Confessioni di Una Mente Dubbiosa

Allo stremo delle forze

Luglio 31, 2008 - In: Stavo meglio prima, Vita vissuta - Commenti(17)

Non so se avete idea di cosa voglia dire avere dieci punture di zanzare nei piedi.
E non cinque e cinque, quattro e sei, sette e tre, ma dieci e dieci, in tutto venti, perfettamente simmetrici.
A volte penso che le zanzare si divertano a prendermi per il culo.
Morale della favola, non solo mi addormento per stanchezza a forza di grattarmi, ma non cammino neanche più in un modo normale: non ho niente di umano mentre cammino sbattendo i piedi.
Morale del post: gli zampironi non funzionano (al massimo servono ad inebriarmi col loro fumo cancerogeno), le candele non parliamone, le macchinette nemmeno (se non si conta che mi brucio ogni volta che tento di toglierle, a quel punto sì, hanno un senso), mi sono spruzzata addosso qualsiasi cosa, anche quel favoloso Autan spray secco, con la fraganza delicata, che veramente non lascia traccia, ma che me ne frega a me se poi mi ritrovo unisci i puntini sui piedi?
Avete qualche rimedio fatto in casa da consigliarmi?
Sono disposta anche a rotolarmi in un intruglio di aglio, cipolle, peperoncino e limone, se serve per passare la notte indenne.

Firmato: il colabrodo

Lei sì che mi fa riflettere

Luglio 30, 2008 - In: Ma vaffanculo, Pubblicità, Tv - Commenti(25)
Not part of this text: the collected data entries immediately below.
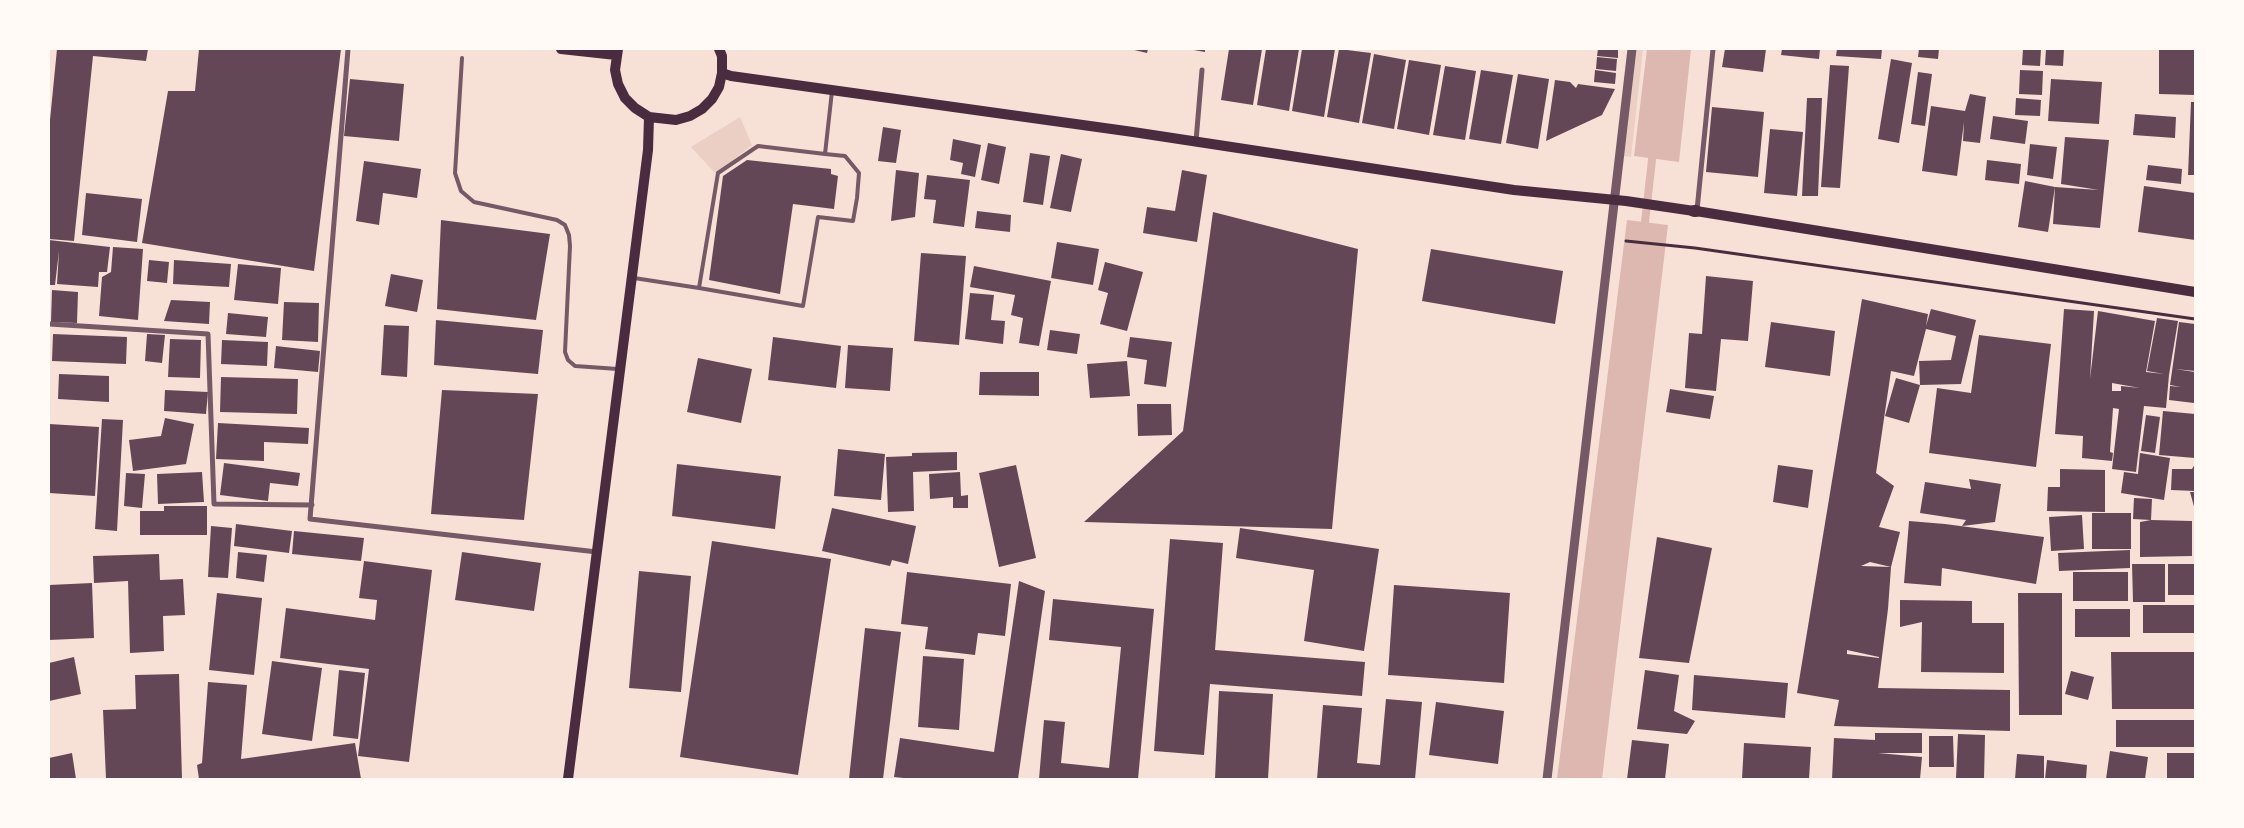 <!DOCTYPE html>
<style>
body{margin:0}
#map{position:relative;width:2244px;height:828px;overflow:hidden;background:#f7e1d7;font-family:"Nunito Sans",sans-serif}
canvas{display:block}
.frame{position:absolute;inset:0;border:50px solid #fffaf5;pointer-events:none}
</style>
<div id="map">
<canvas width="2244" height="828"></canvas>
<div class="frame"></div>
</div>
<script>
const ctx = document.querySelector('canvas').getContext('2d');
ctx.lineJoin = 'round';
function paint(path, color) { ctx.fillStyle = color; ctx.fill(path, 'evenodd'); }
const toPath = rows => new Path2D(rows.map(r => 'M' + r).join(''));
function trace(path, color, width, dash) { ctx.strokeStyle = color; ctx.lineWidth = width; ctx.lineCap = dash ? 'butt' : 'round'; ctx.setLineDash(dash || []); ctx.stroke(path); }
paint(toPath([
 [1635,49,1643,49,1631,157,1623,156],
 [740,117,752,145,716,174,691,147]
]), '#ebcfc5');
paint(toPath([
 [1647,49,1691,49,1679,162,1634,156],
 [1627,220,1668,225,1602,779,1557,779]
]), '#dcb8b0');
trace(toPath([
 [1644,231,1653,151]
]), '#dcb8b0', 8);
paint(toPath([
 [57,49,148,49,146,61,93,56,74,241,49,239,49,130],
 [199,49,341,49,314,271,142,243,168,91,195,91],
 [1130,49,1148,49,1147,53],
 [1188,49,1205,49,1205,52],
 [1229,49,1262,49,1253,105,1221,100],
 [1266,49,1299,49,1289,111,1257,105],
 [1302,49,1335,49,1324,117,1292,111],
 [1339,49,1371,53,1359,123,1327,117],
 [1598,49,1618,49,1618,58,1597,56],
 [1725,49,1766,49,1763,72,1722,67],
 [1782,49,1820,49,1819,59,1781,55],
 [1837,49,1882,49,1881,59,1836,56],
 [1919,49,1939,49,1938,59,1918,57],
 [2023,49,2041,49,2040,66,2022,65],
 [2046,49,2064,49,2063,66,2045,65],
 [2159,49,2195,49,2195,95,2159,94],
 [1374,54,1406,60,1394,129,1362,123],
 [1597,57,1617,59,1616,71,1596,69],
 [1891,59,1912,63,1899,143,1878,139],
 [1409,60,1441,65,1429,135,1397,129],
 [1830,65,1849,66,1840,188,1821,187],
 [1445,66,1476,71,1465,140,1433,135],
 [1481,70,1513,75,1501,144,1469,139],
 [1595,70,1616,73,1615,84,1594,82],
 [2020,70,2043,71,2042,95,2019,94],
 [1918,72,1932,74,1925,126,1911,124],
 [1518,74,1549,79,1538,149,1506,143],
 [350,79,404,84,399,141,344,136],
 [2051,79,2102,82,2099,124,2048,121],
 [1555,80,1570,82,1576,88,1578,84,1615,89,1602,115,1546,141],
 [1970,94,1986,97,1980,143,1963,141,1964,122,1957,176,1922,171,1931,106,1965,111],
 [1807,98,1822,98,1818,196,1802,196],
 [2016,98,2041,100,2040,116,2015,115],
 [2191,102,2195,102,2195,175,2188,175],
 [1712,107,1764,112,1758,177,1706,172],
 [2135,114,2176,117,2175,138,2133,135],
 [1993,116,2028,121,2025,144,1990,139],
 [883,127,901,130,896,163,878,161],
 [1770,129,1803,132,1797,196,1764,193],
 [2065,137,2109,140,2100,228,2053,224,2055,187,2048,232,2018,227,2025,181,2055,187,2099,190,2061,184],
 [953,139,981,145,975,177,961,174,963,163,950,160],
 [988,143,1006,147,999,184,981,180],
 [2030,144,2057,147,2053,179,2027,175],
 [1030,153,1050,156,1043,205,1023,202],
 [1061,154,1082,159,1071,212,1050,208],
 [747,160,831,169,831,174,838,176,834,209,793,204,780,294,709,280,723,176],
 [1987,160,2021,164,2019,184,1985,180],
 [364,161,421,169,417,198,383,193,379,225,356,221],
 [2148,165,2182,169,2181,184,2146,180],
 [896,170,919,173,915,217,891,221],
 [1182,170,1207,175,1197,242,1143,233,1147,207,1175,211],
 [927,175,970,180,964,227,933,223,936,200,924,199],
 [2144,186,2195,193,2195,240,2138,232],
 [86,193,142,199,137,242,82,235],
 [977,211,1011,215,1010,232,975,228],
 [1213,212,1358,249,1332,529,1084,522,1183,431],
 [441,220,550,234,536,320,437,309],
 [49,240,110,247,107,272,99,272,98,287,57,284,59,251,55,285,49,285],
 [1057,242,1099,249,1093,285,1051,278],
 [113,247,143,249,138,320,99,316,102,277,111,272],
 [1431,249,1563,271,1555,324,1422,301],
 [921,253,966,256,959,345,914,341],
 [149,260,169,262,167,283,147,281],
 [174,260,231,264,229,287,173,284],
 [1105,262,1143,272,1127,331,1100,324,1108,293,1098,290],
 [238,264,281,268,278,304,234,300],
 [974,266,1051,281,1039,346,1019,343,1023,318,1011,315,1015,295,970,287],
 [391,274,423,280,417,312,385,306],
 [1706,276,1753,281,1748,341,1721,339,1716,391,1685,388,1689,333,1702,334],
 [52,290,78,292,77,323,51,322],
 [970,293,994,295,991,320,1005,321,1003,344,965,339],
 [1862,299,1928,314,1926,326,1931,309,1976,320,1961,384,1920,385,1919,361,1951,360,1956,336,1926,329,1914,376,1891,371,1876,473,1894,486,1879,527,1900,532,1891,567,1870,562,1861,566,1891,567,1888,609,1878,688,2010,690,2010,731,1834,726,1839,700,1797,693],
 [1847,650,1879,657,1879,658,1847,654],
 [171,300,210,302,209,324,164,321],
 [284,302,319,303,318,342,282,340],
 [2064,309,2094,311,2090,379,2098,311,2155,321,2146,372,2164,374,2147,371,2157,318,2178,321,2169,375,2166,408,2144,406,2136,472,2112,469,2119,409,2113,408,2110,452,2113,453,2112,461,2082,458,2083,436,2055,434],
 [2112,383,2140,388,2121,386,2121,391,2112,391],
 [228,313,268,317,266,337,226,334],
 [436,320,543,330,538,374,434,365],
 [1771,322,1835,331,1830,376,1765,367],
 [2179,322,2195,324,2195,371,2175,369,2195,372,2194,403,2169,400,2170,386,2181,387,2170,385],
 [384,325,409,326,407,377,381,375],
 [1050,330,1080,334,1077,354,1047,350],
 [53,334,127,337,126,364,52,361],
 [147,334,165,335,162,363,145,361],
 [1979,335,2051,344,2036,467,1929,453,1937,388,1971,393],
 [773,337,841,346,836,388,768,380],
 [1130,337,1172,342,1166,387,1144,384,1147,360,1127,357],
 [170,339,201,340,200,378,168,377],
 [222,340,268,342,267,366,221,364],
 [848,345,893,348,890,391,845,388],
 [276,346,320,351,318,372,274,368],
 [698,358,752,369,741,423,687,412],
 [1127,361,1130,396,1090,398,1087,364],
 [980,372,1039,372,1039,396,979,395],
 [59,374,109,376,109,402,58,399],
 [221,377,298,379,297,414,220,412],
 [1896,378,1920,385,1909,423,1885,416],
 [1670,389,1714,396,1710,419,1666,412],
 [165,390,208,392,206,414,164,411],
 [442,390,538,394,524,520,431,514],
 [1137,404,1171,404,1172,435,1138,436],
 [2163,411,2195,414,2195,458,2159,455],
 [2146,415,2160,417,2155,453,2141,451],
 [165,418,194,424,186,464,133,471,129,440,161,436],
 [102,419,123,420,117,531,95,529],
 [218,423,309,428,308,444,264,442,264,461,216,459],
 [49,424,99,427,95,496,49,493],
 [838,449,885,454,881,500,834,496],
 [957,452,957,470,913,472,914,511,888,512,886,457,912,456,912,453],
 [2140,453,2170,458,2164,500,2121,493,2124,472,2138,474],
 [224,463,300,473,298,486,270,483,268,501,220,495],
 [677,464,781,476,775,529,672,516],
 [2195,464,2195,491,2171,490,2172,469,2192,469],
 [1016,465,1036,558,999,567,979,473],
 [1778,465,1813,470,1808,508,1773,502],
 [2060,469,2105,470,2105,512,2047,511,2048,487,2060,487],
 [202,472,204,502,158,504,157,474],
 [960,472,961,496,968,495,968,508,953,508,953,497,930,499,929,474],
 [126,473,145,474,142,508,124,506],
 [1969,479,2001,484,1995,522,1962,526,1966,520,1920,513,1925,482,1971,489],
 [2190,492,2195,492,2195,510],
 [2134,498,2152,499,2151,520,2133,519],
 [164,506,207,506,207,535,140,535,140,511,164,511],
 [832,508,916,526,908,564,892,560,890,566,822,551],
 [2092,513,2131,513,2131,549,2092,549],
 [2082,515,2084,549,2051,551,2049,517],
 [2151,520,2192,521,2192,556,2140,557,2140,522],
 [1909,521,1945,524,2044,537,2036,584,1942,568,1941,586,1904,583],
 [236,524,292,531,289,553,234,546],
 [211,526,232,528,228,578,208,577],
 [1240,528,1379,549,1364,651,1304,641,1314,570,1236,558],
 [294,531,364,538,361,561,292,554],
 [1657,537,1712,548,1689,663,1639,658],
 [1170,539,1223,543,1215,650,1365,662,1362,696,1210,684,1204,755,1154,751],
 [712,541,831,559,798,775,680,757],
 [2130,550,2130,568,2059,571,2058,553],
 [238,552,267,555,264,582,236,578],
 [462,552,541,563,534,611,455,600],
 [159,554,160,580,183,579,185,615,163,616,164,651,130,653,128,581,94,583,93,556],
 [364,561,432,570,409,762,358,756,369,669,280,658,286,608,375,620,377,600,359,598],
 [2132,564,2165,564,2165,602,2133,602],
 [2168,564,2195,564,2195,595,2168,595],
 [639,571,691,576,681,692,629,688],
 [907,572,1011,584,1005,636,978,633,975,655,925,649,928,627,901,624],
 [2073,572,2128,572,2128,601,2073,601],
 [1019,581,1045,591,1018,779,913,779,894,777,900,738,994,752],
 [92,583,94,638,49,640,49,585],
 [1394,585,1510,593,1504,683,1388,675],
 [217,593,262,598,254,675,209,670],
 [2018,593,2062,593,2062,715,2019,715],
 [1053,599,1154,609,1138,779,1039,779,1044,720,1065,722,1061,763,1109,768,1121,647,1049,640],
 [1900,600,1972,601,1972,623,2004,623,2004,673,1921,672,1922,622,1900,627],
 [2143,605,2195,605,2195,633,2143,633],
 [2075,609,2130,609,2130,637,2075,637],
 [865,628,901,632,883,779,849,779],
 [2111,652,2195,652,2195,709,2112,709],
 [923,656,964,659,959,730,918,727],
 [74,657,81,694,49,701,49,663],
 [272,661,322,668,312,741,262,734],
 [339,670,365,673,358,739,333,736],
 [1645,670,1679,675,1674,711,1695,721,1687,734,1637,729],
 [2071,671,2094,677,2088,700,2065,694],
 [179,674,182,779,106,779,103,710,136,709,135,675],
 [1694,675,1788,683,1785,718,1692,710],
 [208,682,247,685,241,759,355,743,361,779,199,779,197,765,202,763],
 [1219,691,1273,694,1268,779,1215,779],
 [1386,699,1422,702,1415,779,1317,779,1323,705,1362,708,1357,763,1380,765],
 [1436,702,1504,711,1498,764,1429,755],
 [2116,720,2195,720,2195,747,2116,747],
 [1875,733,1922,733,1922,753,1878,753,1922,757,1920,779,1832,779,1834,738,1875,740],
 [1958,734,1985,735,1984,779,1956,778],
 [1929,736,1953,736,1954,767,1929,767],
 [1632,740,1669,744,1665,779,1627,779],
 [1744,743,1811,747,1809,779,1742,779],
 [2110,751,2148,757,2145,779,2106,779],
 [72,753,76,779,49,779,49,758],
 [2167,753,2195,753,2195,779,2167,779],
 [2017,754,2044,756,2044,779,2015,779],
 [2047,760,2087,765,2086,779,2045,779]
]), '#644757');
trace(toPath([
 [1626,241,1695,248,2195,319]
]), '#4a2c40', 3);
trace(toPath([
 [462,58,455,173,461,191,474,202,557,220,565,225,569,235,570,246,565,352,568,360,575,366,618,369],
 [634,278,699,288,718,173,758,146,825,154,832,91],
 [699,288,803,306,818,217,853,221,857,198,859,173,845,156,825,154]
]), '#755966', 4);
trace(toPath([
 [348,49,310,519,597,552],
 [1196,141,1202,70],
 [1697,210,1713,49],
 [49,324,208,334,214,504,312,505]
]), '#755966', 5);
trace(toPath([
 [1547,779,1632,49]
]), '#755966', 9);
trace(toPath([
 [561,49,616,55],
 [618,49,615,70,618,84,625,98,635,108,649,117,676,120,690,116,702,109,712,99,719,87,722,73,722,56,719,49],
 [722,73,731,76,1133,132,1514,190,1626,201,1694,211],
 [1696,211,2195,292],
 [568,779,648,150,649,117]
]), '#4a2c40', 10);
trace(toPath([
 [1694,211,1696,211]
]), '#4a2c40', 12);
</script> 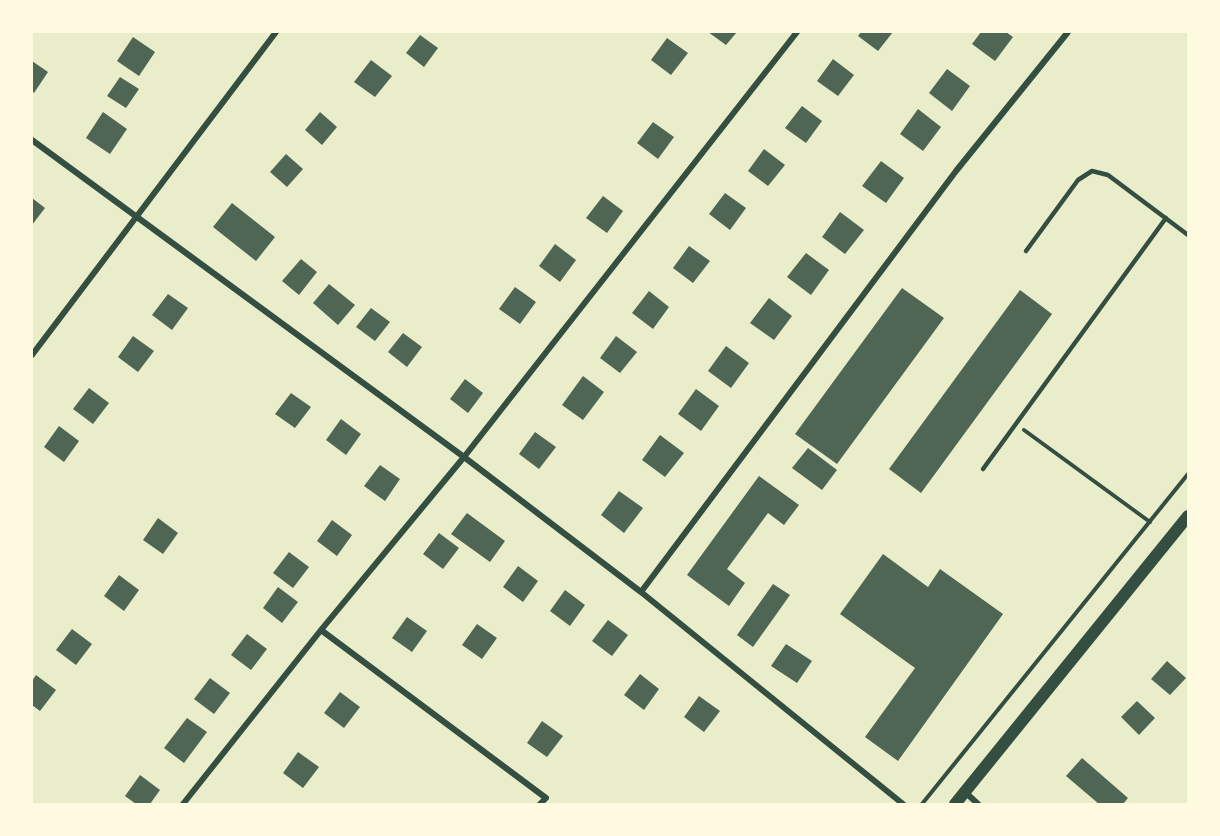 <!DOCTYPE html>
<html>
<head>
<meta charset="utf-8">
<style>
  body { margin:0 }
  #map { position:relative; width:1220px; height:836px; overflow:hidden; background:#e9edc9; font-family:"Golos Text",sans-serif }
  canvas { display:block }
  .frame { position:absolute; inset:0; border:33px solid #fefae0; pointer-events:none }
</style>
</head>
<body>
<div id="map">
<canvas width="1220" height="836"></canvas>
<div class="frame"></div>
</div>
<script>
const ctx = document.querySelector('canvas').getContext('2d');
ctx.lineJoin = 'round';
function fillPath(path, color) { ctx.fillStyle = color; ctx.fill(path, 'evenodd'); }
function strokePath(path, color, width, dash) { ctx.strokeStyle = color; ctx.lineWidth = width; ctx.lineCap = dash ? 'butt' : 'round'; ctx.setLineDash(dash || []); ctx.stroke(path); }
fillPath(new Path2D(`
  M708,32H737L726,45Z
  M861,32H893L878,51L858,36Z
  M981,32H1006L1013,37L995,61L972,44Z
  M420,35L438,48L424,67L406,53Z
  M133,37L155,52L139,76L117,61Z
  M667,38L688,53L671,75L651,60Z
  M833,59L854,75L838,96L817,81Z
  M371,60L392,76L375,97L354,82Z
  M32,61L48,72L34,93L32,91Z
  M947,69L970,86L952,111L929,93Z
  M120,77L139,89L126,108L107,96Z
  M802,106L822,121L806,143L785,128Z
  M918,109L941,127L923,151L900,134Z
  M103,112L127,129L110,154L86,138Z
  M320,112L337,127L322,145L305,130Z
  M653,122L674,137L658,159L637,143Z
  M764,149L785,165L768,186L748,171Z
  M286,154L303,169L287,187L270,172Z
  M881,161L904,178L886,203L862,186Z
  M725,193L746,208L730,230L709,214Z
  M603,196L623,211L607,233L586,218Z
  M32,198L45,208L32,225Z
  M232,203L275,237L256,261L213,227Z
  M840,212L864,230L845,254L822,237Z
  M555,244L576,260L560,282L539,266Z
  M689,246L710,261L693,283L673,268Z
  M806,253L829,270L811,295L787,277Z
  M301,259L317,272L299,295L282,281Z
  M329,284L355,305L338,325L313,303Z
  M515,287L536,302L520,324L499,309Z
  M902,288L944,318L837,464L795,434Z
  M1020,290L1052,314L921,493L889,469Z
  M649,291L669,307L653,329L632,313Z
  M168,294L188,308L172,330L152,315Z
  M769,298L792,316L774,340L750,323Z
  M371,308L390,322L375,341L356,327Z
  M403,333L422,347L407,367L388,352Z
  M133,336L154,351L138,372L118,357Z
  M616,336L637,352L620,373L600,358Z
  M726,346L749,363L731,388L708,371Z
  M583,376L604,392L583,420L562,405Z
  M465,379L483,393L468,413L450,399Z
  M89,388L109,403L93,424L73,409Z
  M696,389L719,406L701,431L678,414Z
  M291,393L311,407L295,428L275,414Z
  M341,419L361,434L346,455L326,440Z
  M59,426L79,441L64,462L44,447Z
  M535,432L556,447L539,469L519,454Z
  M660,435L684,453L665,477L642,460Z
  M808,448L837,470L822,490L792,468Z
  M380,465L400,479L385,501L364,486Z
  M759,476L799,505L784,525L768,513L727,569L745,583L729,606L687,575Z
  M619,491L643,508L624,533L601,515Z
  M467,513L505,541L490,562L451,534Z
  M158,518L178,533L163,554L143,540Z
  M332,520L352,535L337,556L317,541Z
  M439,533L459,548L443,569L423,554Z
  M289,552L309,567L293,588L273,573Z
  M883,554L928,587L940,569L1003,614L898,761L865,737L915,668L840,614Z
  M518,566L538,581L523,602L503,587Z
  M119,575L139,590L124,611L104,596Z
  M773,584L790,595L753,647L737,635Z
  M278,587L298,602L282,623L263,608Z
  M565,590L585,605L570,626L550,611Z
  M407,617L427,631L412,652L392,638Z
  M608,620L628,635L612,656L592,641Z
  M477,624L497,638L482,659L462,645Z
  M72,629L92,644L76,665L56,650Z
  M247,634L267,649L251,670L231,655Z
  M786,644L812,661L797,683L771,666Z
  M1167,661L1186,678L1170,695L1151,679Z
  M640,674L659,689L644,710L624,695Z
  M36,675L56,690L40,711L32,705V681Z
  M210,678L230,693L214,714L194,699Z
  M340,692L360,707L344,728L324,713Z
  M699,696L720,711L704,732L684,717Z
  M1137,701L1155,718L1139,735L1121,717Z
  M187,718L207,732L184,763L164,748Z
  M542,721L563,736L547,757L527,743Z
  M298,752L319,767L303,788L283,773Z
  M1082,758L1128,798L1123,804H1099L1066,776Z
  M140,775L160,790L150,804H136L125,796Z`), '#4f6655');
strokePath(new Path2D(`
  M1024,430L1150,522
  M922,804L1188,474`), '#344e41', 4);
strokePath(new Path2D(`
  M1026,251L1078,180L1092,171L1108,175L1188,235
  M983,469L1166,218`), '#344e41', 4.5);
strokePath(new Path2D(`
  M32,140L464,457L641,592L903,804
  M32,355L276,32
  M641,592L956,171L1068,32
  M321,630L546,798L540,804
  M965,792L978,804
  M183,804L321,630L464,457L797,32`), '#344e41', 6);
strokePath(new Path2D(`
  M955,804L1188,516`), '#344e41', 12);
</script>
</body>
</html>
Io la pubblicità della 3 con la Littizzetto proprio non la capisco.
A parte che questa virata dal “meglio cambiare nè” ad una Littizzetto pseudo filosofica e riflessiva, con la musichetta malinconica di sottofondo e non più il tormentone che ti trapana le tempie, mi sta sulle palle e m’avanza.
Sì lo so, non ci va bene mai niente, quando fa la stupida e perché fa la stupida, quando non la fa e perché non la fa, dico solo che se volevano fare una pubblicità per far deprimere la gente a questo punto perché non metterci Masini?
Toh, uno a caso.
Ma se vogliamo possiamo pure sorvolare, che tanto la Littizzetto non ha più nessuna voce in capitolo nella categoria “Comici&Affini” (non ditemi che riesce ancora a divertirvi, perché si riesce ad anticipare le sue battute ogni volta e a non riderci più), quello che proprio non riesco a mandar giù è quello che le fanno dire, che non ha proprio un filo logico:

Si può ricordare qualcosa senza per forza fare una foto?
Si può visitare un posto incredibile, ma non su internet?
Si può guardare il mondo dall’alto ma non in uno schermo?
Si può.
Ma se non lo paghi perché non approfittarne?

Eh?
Cioè, tutta sta manfrina sulle tecnologie inutili di oggi, e poi mi dici che se però non si pagano van bene?
E quello che mi stupisce è che c’è gente che nei commenti al video ha osato dire “grandissimo spot, fa veramente riflettere“.
Ma su cosa?
Sul fatto che se non paghi tutto va bene?
E’ un po’ come dire:

Oggi la violenza la fa da padrona.
Nelle famiglie, nelle scuole, negli stadi.
E ormai ci siamo abituati.
E’ un mondo crudele.
Ma se non ti trovano e non vai in galera perché non approfittarne

Pure l’altra non è da meno:

Certe cose le devi affrontare di persona.
Non puoi sempre far finta di niente dai…
Ci sono delle volte che devi prendere in mano la tua vita e scrivere tu il finale.
Non puoi lasciare la persona che ami con un sms.
Prova con tutto il telefono!

Haha, quante risate.
Questo è quello che ho capito:

Devo farmi coraggio.
Non posso continuare così, devo lasciarlo.
Devo diventare padrona della mia vita.
Arrivo lì e gli dico: non ne posso talmente più che ti smollo sto cellulare gratis della 3 che mi fa cagare almeno quanto te.

E le vendite s’impennano.

Yes, you can

Luglio 29, 2008 - In: Le belle scoperte, Vita vissuta - Commenti(15)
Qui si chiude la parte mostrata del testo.